Exercise details
Check each line of the data for "stream", and copy the ones that have it.

Exercise inputs

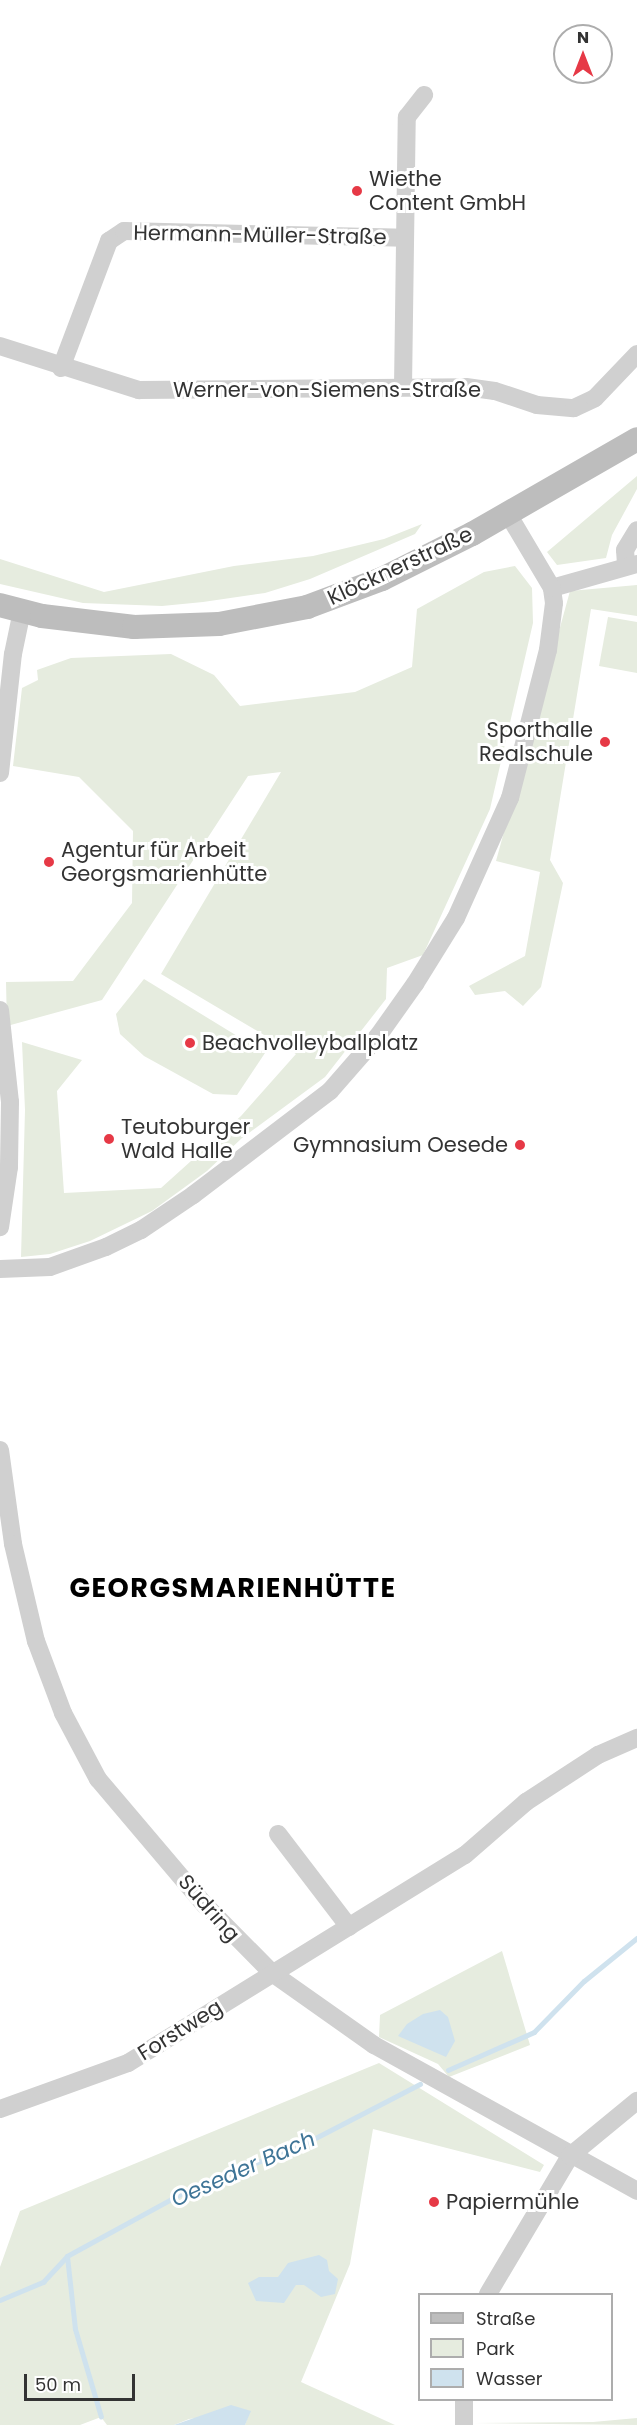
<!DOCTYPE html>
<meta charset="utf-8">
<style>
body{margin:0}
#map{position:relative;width:637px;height:2425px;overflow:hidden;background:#fff;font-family:Poppins,sans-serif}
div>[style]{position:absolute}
.green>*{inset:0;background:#e6ecdf}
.water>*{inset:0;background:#cfe2ee}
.stream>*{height:4.5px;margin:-2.25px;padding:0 2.25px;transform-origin:2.25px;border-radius:2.25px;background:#cfe2ee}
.street>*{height:18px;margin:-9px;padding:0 9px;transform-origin:9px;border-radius:9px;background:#d0d0d0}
.secondary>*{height:24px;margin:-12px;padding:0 12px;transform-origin:12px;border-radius:12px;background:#bdbdbd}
.dots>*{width:16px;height:16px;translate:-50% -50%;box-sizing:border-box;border:3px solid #fff;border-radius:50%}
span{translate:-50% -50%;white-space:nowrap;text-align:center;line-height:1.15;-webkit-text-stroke:6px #fff;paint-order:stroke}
.poi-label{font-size:21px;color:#333}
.left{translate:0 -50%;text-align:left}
.right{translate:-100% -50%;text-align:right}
.street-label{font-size:21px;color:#333}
.water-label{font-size:22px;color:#3f7597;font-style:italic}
.district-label{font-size:27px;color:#000;font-weight:700;letter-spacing:1.5px}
.legend{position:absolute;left:418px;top:2293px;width:195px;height:108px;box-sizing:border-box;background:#fff;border:2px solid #adadad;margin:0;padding:8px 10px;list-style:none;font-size:18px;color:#333}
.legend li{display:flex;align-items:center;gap:12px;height:30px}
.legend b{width:30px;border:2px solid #adadad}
.north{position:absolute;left:553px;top:24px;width:60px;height:60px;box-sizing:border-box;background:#fff;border:2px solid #adadad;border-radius:50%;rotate:0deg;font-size:16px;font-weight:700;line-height:24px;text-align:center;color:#333}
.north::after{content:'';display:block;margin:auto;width:21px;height:27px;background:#e63946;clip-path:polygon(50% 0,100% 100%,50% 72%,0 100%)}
.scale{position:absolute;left:24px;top:2374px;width:111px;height:27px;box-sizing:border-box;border:3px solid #333;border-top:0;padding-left:8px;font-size:18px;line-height:21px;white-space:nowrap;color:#333;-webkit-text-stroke:4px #fff;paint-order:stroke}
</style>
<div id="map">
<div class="green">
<i style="clip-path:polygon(637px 476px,637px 489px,612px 535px,606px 558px,557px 565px,547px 552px)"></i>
<i style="clip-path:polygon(422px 524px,415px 534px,310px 579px,265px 593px,203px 602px,162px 606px,83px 603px,0 584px,0 559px,104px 592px,234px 566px,313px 556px,384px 539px)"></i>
<i style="clip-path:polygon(515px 566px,532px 588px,533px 623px,490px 809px,423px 955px,387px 968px,386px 999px,325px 1077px,242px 1138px,207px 1171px,152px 1211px,90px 1241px,50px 1254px,21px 1257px,25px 1110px,22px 1042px,82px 1060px,57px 1091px,64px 1193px,161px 1188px,241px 1116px,296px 1054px,161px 974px,281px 772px,248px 776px,102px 1000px,7px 1026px,6px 982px,73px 981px,132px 903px,133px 831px,79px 777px,13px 766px,22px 688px,38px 680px,37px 670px,71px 658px,171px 654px,214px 675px,240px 706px,355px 692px,412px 667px,417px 609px,484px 572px)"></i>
<i style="clip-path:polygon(637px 585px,637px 616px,591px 609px,550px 860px,563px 883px,541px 987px,523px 1006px,505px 991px,475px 995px,469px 986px,525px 956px,540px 872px,496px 861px,570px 591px)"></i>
<i style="clip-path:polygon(608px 617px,637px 622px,637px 673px,599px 666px)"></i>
<i style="clip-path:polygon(144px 979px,265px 1053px,237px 1095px,213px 1094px,144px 1056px,120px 1034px,116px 1014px)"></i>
<i style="clip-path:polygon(502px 1951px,530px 2045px,449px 2077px,438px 2064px,379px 2037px,380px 2015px)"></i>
<i style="clip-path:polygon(379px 2063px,544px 2165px,540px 2172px,373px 2129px,350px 2264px,301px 2382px,395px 2425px,245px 2425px,250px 2411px,189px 2419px,174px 2425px,107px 2425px,101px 2417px,80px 2425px,0 2425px,0 2267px,20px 2211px)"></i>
<i style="clip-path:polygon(637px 2418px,637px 2425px,473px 2423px,593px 2422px)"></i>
</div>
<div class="water">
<i style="clip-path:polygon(440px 2010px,448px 2017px,455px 2041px,446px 2057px,398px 2036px,407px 2024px,423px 2014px)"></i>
<i style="clip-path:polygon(319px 2255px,327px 2260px,329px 2271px,338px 2279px,335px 2294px,321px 2297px,304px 2285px,296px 2285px,284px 2303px,256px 2301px,248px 2283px,259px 2277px,278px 2277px,288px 2263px)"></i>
<i style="clip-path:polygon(231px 2405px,251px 2411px,245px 2425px,174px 2425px)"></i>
</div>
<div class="stream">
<i style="left:448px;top:2070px;width:94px;rotate:-23.8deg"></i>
<i style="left:534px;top:2032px;width:71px;rotate:-45.6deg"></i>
<i style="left:584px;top:1981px;width:68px;rotate:-39.1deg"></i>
<i style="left:0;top:2300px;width:47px;rotate:-22.7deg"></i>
<i style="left:43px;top:2282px;width:35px;rotate:-47deg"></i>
<i style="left:101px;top:2417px;width:92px;rotate:-106.5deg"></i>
<i style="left:75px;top:2329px;width:73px;rotate:-96.3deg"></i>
<i style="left:67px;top:2256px;width:148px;rotate:-28.6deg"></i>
<i style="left:197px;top:2185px;width:110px;rotate:-20.7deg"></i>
<i style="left:300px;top:2146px;width:135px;rotate:-27.3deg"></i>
</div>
<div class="street">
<i style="left:0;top:346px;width:146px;rotate:17.6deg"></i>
<i style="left:139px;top:390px;width:327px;rotate:-0.5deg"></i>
<i style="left:466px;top:387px;width:29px;rotate:8deg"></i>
<i style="left:495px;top:391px;width:44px;rotate:18.4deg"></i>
<i style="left:537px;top:405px;width:37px;rotate:5deg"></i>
<i style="left:574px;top:408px;width:23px;rotate:-25deg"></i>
<i style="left:595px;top:398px;width:61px;rotate:-46.3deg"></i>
<i style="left:61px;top:368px;width:136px;rotate:-69.3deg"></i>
<i style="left:109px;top:241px;width:18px;rotate:-34deg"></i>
<i style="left:124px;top:231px;width:280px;rotate:1.4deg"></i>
<i style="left:403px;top:387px;width:270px;rotate:-89.2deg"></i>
<i style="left:407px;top:117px;width:28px;rotate:-52deg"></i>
<i style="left:626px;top:564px;width:14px;rotate:-94deg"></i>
<i style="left:625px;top:550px;width:23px;rotate:-59deg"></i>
<i style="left:552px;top:588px;width:88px;rotate:-15.8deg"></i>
<i style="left:0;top:773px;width:120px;rotate:-83.8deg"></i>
<i style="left:13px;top:654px;width:44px;rotate:-78.2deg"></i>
<i style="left:0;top:1010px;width:93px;rotate:83.8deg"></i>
<i style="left:10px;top:1102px;width:65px;rotate:90.9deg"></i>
<i style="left:9px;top:1167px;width:61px;rotate:98.5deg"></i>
<i style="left:0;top:1269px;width:50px;rotate:-2.3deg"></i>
<i style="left:50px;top:1267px;width:59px;rotate:-19.7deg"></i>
<i style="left:106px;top:1247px;width:39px;rotate:-26deg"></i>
<i style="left:141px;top:1230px;width:63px;rotate:-33.9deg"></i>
<i style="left:193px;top:1195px;width:172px;rotate:-37.2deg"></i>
<i style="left:330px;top:1091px;width:73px;rotate:-48.9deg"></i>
<i style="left:378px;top:1036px;width:64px;rotate:-54.6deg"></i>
<i style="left:415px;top:984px;width:78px;rotate:-58.2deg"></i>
<i style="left:456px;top:918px;width:132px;rotate:-65.8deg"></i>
<i style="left:510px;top:798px;width:153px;rotate:-75.6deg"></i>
<i style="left:548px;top:650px;width:47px;rotate:-82.7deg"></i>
<i style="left:554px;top:603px;width:15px;rotate:-98deg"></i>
<i style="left:552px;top:588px;width:86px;rotate:-120.7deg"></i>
<i style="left:0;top:1450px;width:95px;rotate:82.1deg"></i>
<i style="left:13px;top:1544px;width:100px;rotate:76.7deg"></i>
<i style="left:36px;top:1641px;width:77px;rotate:69.4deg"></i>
<i style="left:63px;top:1713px;width:75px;rotate:62.1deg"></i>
<i style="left:98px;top:1779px;width:165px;rotate:49.7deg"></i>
<i style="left:205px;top:1905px;width:95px;rotate:45.4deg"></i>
<i style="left:272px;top:1973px;width:125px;rotate:35.2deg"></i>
<i style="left:374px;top:2045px;width:301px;rotate:29deg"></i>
<i style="left:278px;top:1834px;width:117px;rotate:52.6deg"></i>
<i style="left:0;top:2109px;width:136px;rotate:-19.8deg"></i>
<i style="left:128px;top:2063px;width:396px;rotate:-31.7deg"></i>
<i style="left:465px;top:1855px;width:81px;rotate:-41deg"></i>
<i style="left:526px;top:1802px;width:86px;rotate:-33.1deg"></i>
<i style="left:598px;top:1755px;width:43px;rotate:-23.6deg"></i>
<i style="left:488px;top:2294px;width:161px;rotate:-59.3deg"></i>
<i style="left:570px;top:2156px;width:87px;rotate:-39.4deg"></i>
<i style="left:464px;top:2400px;width:25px;rotate:90deg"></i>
</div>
<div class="secondary">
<i style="left:0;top:605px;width:43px;rotate:14.7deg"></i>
<i style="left:42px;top:616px;width:93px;rotate:6.8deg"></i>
<i style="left:134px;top:627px;width:85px;rotate:-2deg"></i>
<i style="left:219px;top:624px;width:90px;rotate:-10.9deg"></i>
<i style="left:307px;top:607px;width:80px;rotate:-20.5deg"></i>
<i style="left:382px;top:579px;width:101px;rotate:-26.6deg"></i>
<i style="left:472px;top:534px;width:190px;rotate:-29.9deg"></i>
</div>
<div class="dots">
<i style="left:357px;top:191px;background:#e63946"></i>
<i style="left:605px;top:742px;background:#e63946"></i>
<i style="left:49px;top:862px;background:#e63946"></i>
<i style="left:190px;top:1043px;background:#e63946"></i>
<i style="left:109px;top:1139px;background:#e63946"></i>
<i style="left:520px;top:1145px;background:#e63946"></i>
<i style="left:434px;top:2202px;background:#e63946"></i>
</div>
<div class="poi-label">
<span class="left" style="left:369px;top:191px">Wiethe<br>Content GmbH</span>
<span class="right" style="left:593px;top:742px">Sporthalle<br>Realschule</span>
<span class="left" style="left:61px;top:862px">Agentur für Arbeit<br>Georgsmarienhütte</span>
<span class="left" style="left:202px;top:1043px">Beachvolleyballplatz</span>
<span class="left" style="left:121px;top:1139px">Teutoburger<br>Wald Halle</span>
<span class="right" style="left:508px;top:1145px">Gymnasium Oesede</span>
<span class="left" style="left:446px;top:2202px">Papiermühle</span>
</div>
<div class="street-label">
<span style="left:260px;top:235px;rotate:1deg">Hermann-Müller-Straße</span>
<span style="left:327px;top:390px">Werner-von-Siemens-Straße</span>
<span style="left:400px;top:566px;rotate:-25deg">Klöcknerstraße</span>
<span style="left:209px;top:1908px;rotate:49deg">Südring</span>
<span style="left:180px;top:2030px;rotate:-32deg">Forstweg</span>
</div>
<div class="water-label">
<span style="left:243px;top:2169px;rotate:-24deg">Oeseder Bach</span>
</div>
<div class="district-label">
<span style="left:233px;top:1588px">GEORGSMARIENHÜTTE</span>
</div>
<ul class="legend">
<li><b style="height:8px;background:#bdbdbd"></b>Straße</li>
<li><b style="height:16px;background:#e6ecdf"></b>Park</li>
<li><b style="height:16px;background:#cfe2ee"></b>Wasser</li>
</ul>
<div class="north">N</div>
<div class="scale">50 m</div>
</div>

Result of the exercise
.stream>*{height:4.5px;margin:-2.25px;padding:0 2.25px;transform-origin:2.25px;border-radius:2.25px;background:#cfe2ee}
<div class="stream">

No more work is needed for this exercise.